EXERCISE DETAILS: Pictures aside, quote the whole listing exactly.

DATA BELOW:
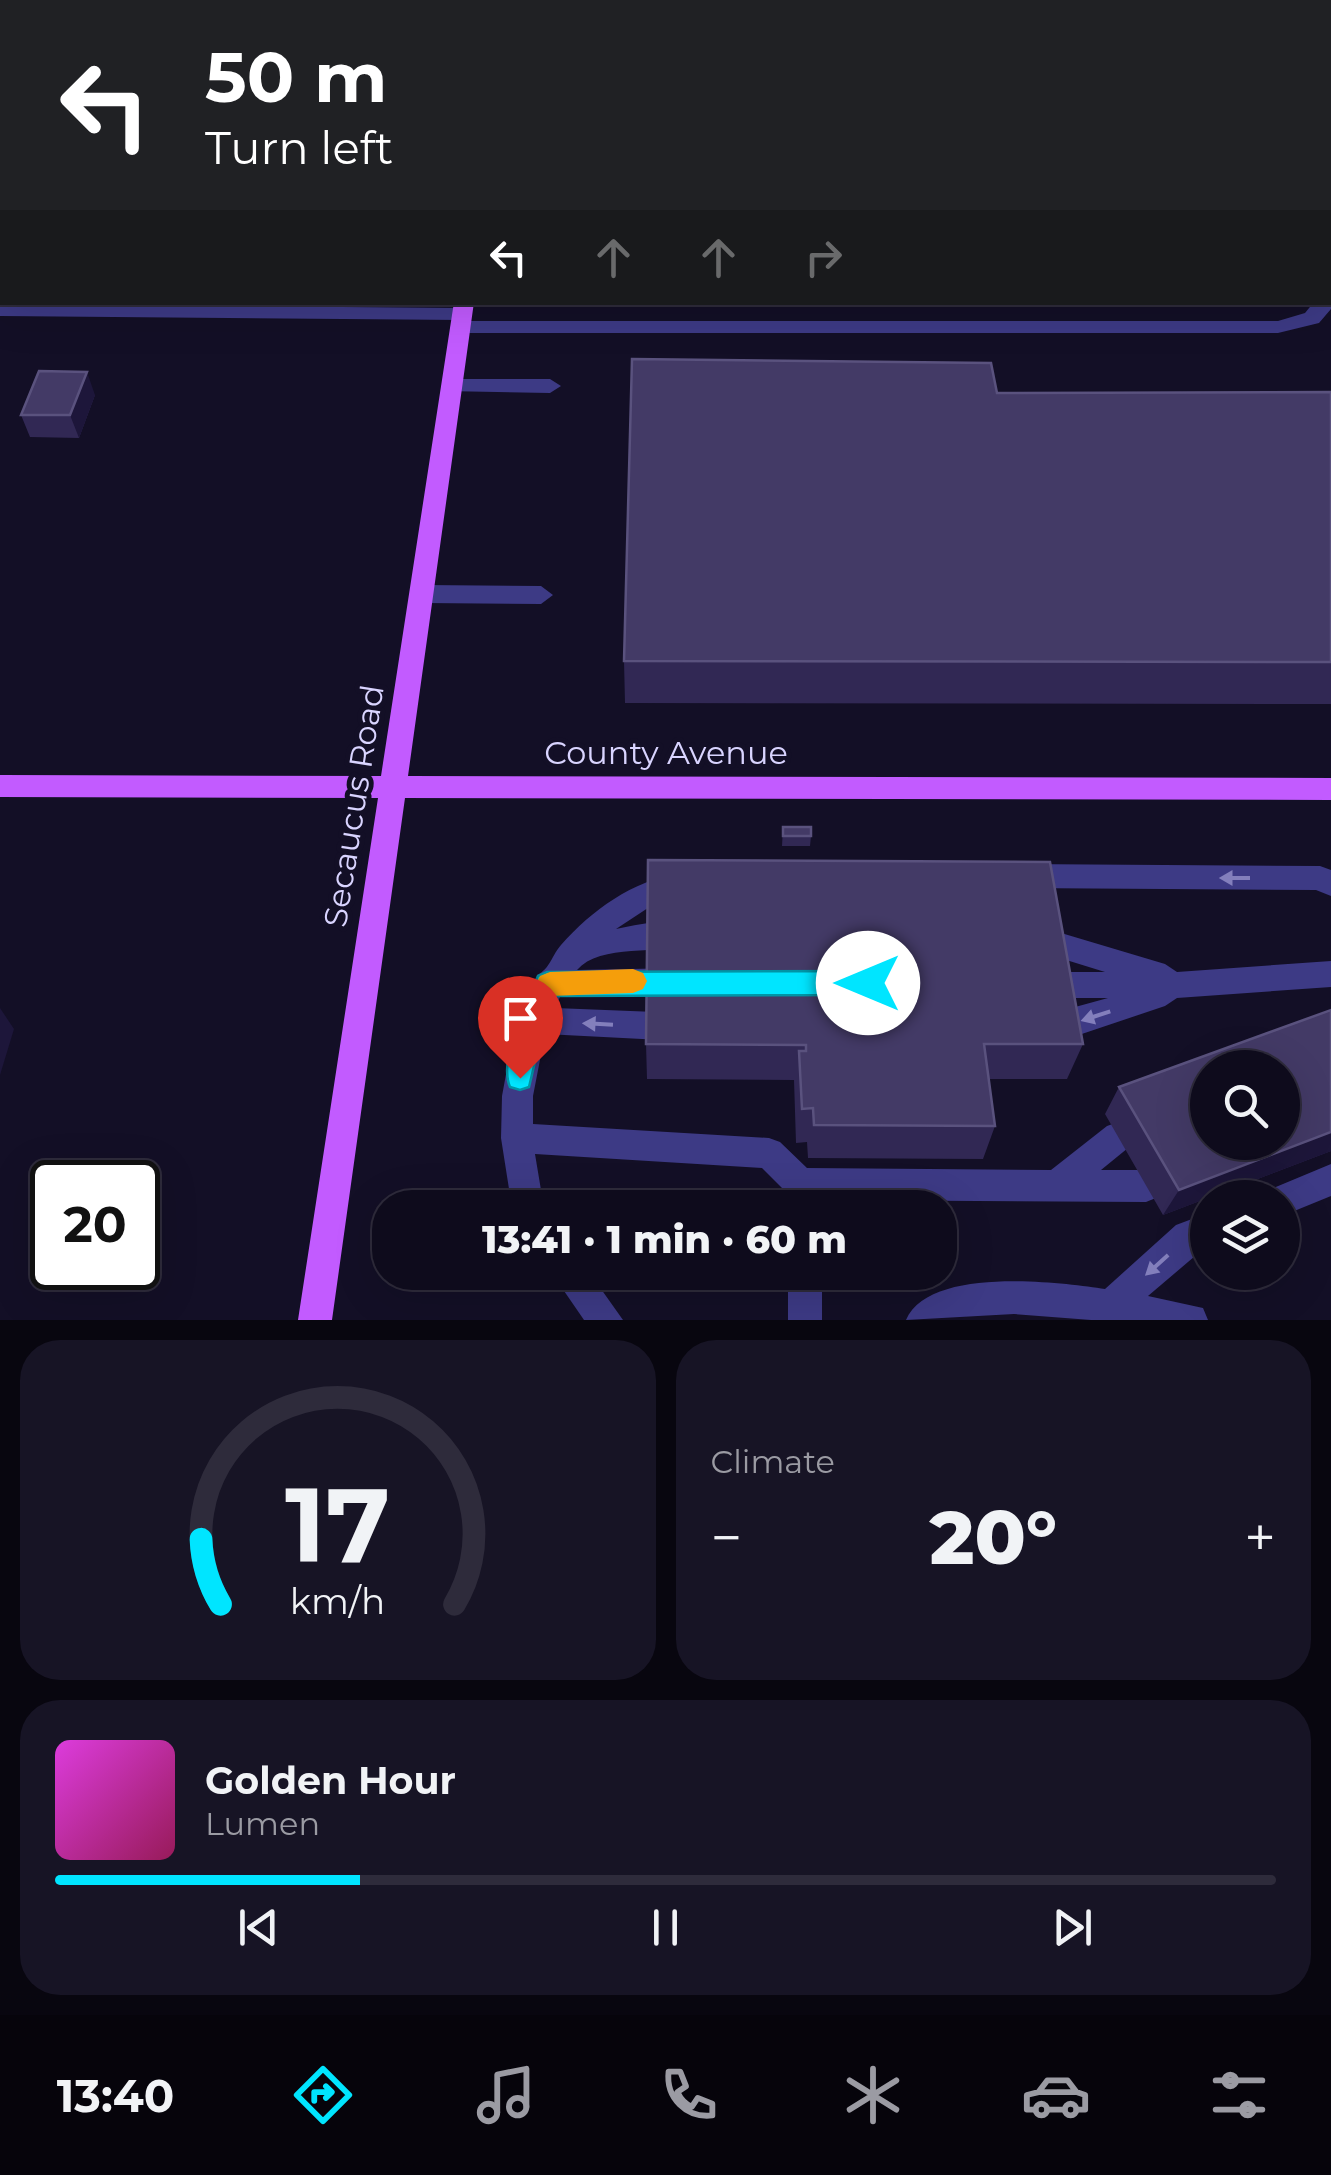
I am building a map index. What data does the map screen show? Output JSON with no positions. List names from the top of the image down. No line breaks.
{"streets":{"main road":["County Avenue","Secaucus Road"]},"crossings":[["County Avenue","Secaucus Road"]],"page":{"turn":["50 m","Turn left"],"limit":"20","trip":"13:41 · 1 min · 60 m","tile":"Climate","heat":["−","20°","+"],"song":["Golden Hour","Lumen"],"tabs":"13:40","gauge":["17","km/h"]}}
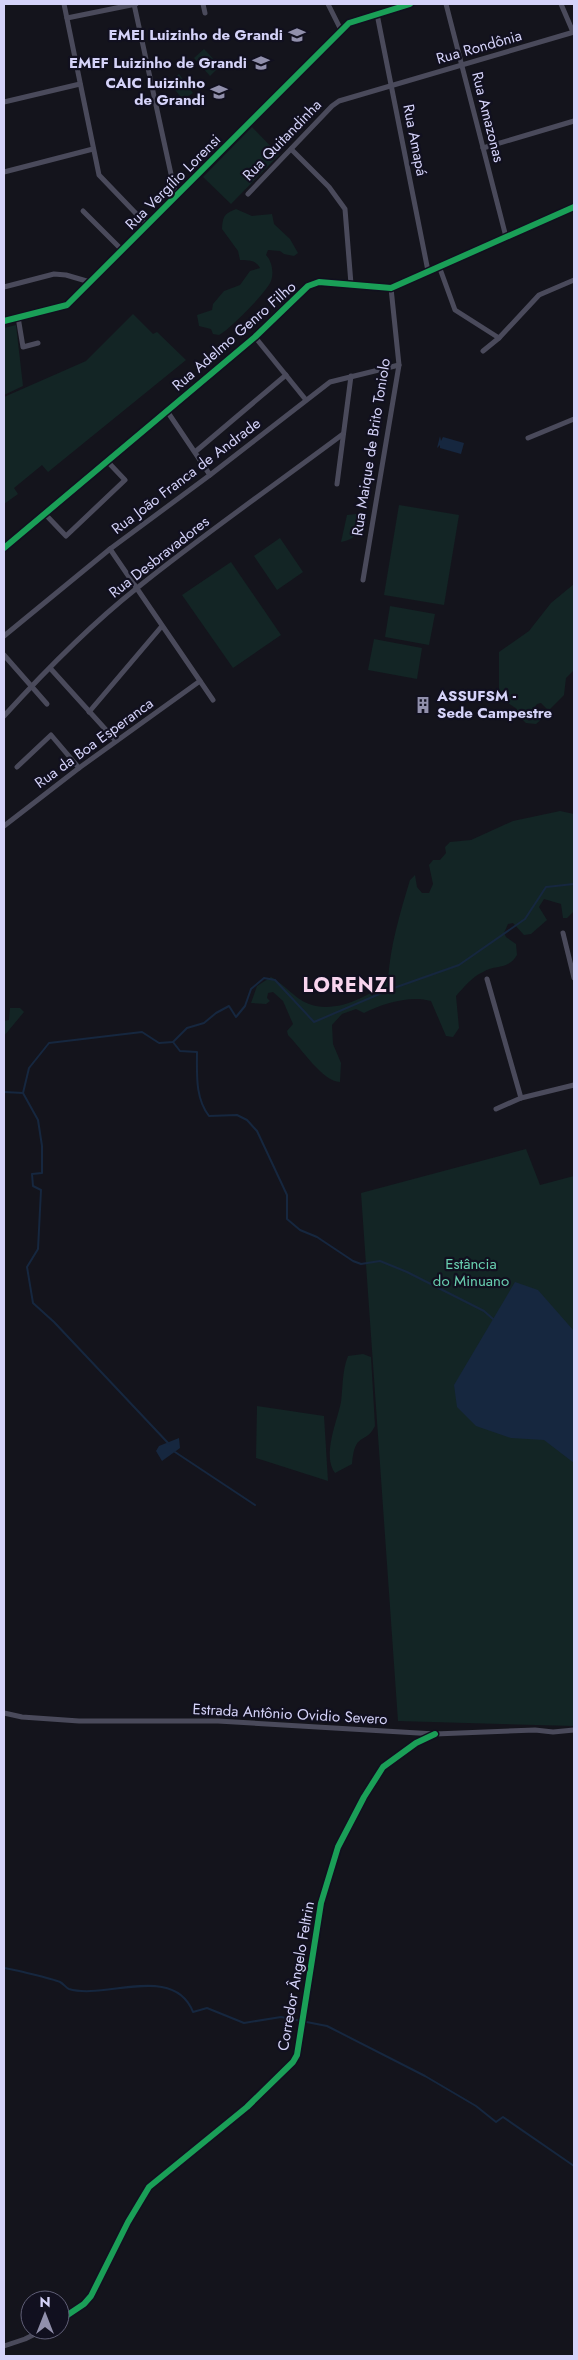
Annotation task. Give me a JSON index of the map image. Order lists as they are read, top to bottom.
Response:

YOUR SOLUTION:
I am building a map index. What data does the map screen show? Output JSON with no positions. List names from the top of the image down. No line breaks.
{"streets":{"main road":["County Avenue","Secaucus Road"]},"crossings":[["County Avenue","Secaucus Road"]],"page":{"turn":["50 m","Turn left"],"limit":"20","trip":"13:41 · 1 min · 60 m","tile":"Climate","heat":["−","20°","+"],"song":["Golden Hour","Lumen"],"tabs":"13:40","gauge":["17","km/h"]}}
Annotation task. Give me a JSON index of the map image. Order lists as they are read, top to bottom.
Response:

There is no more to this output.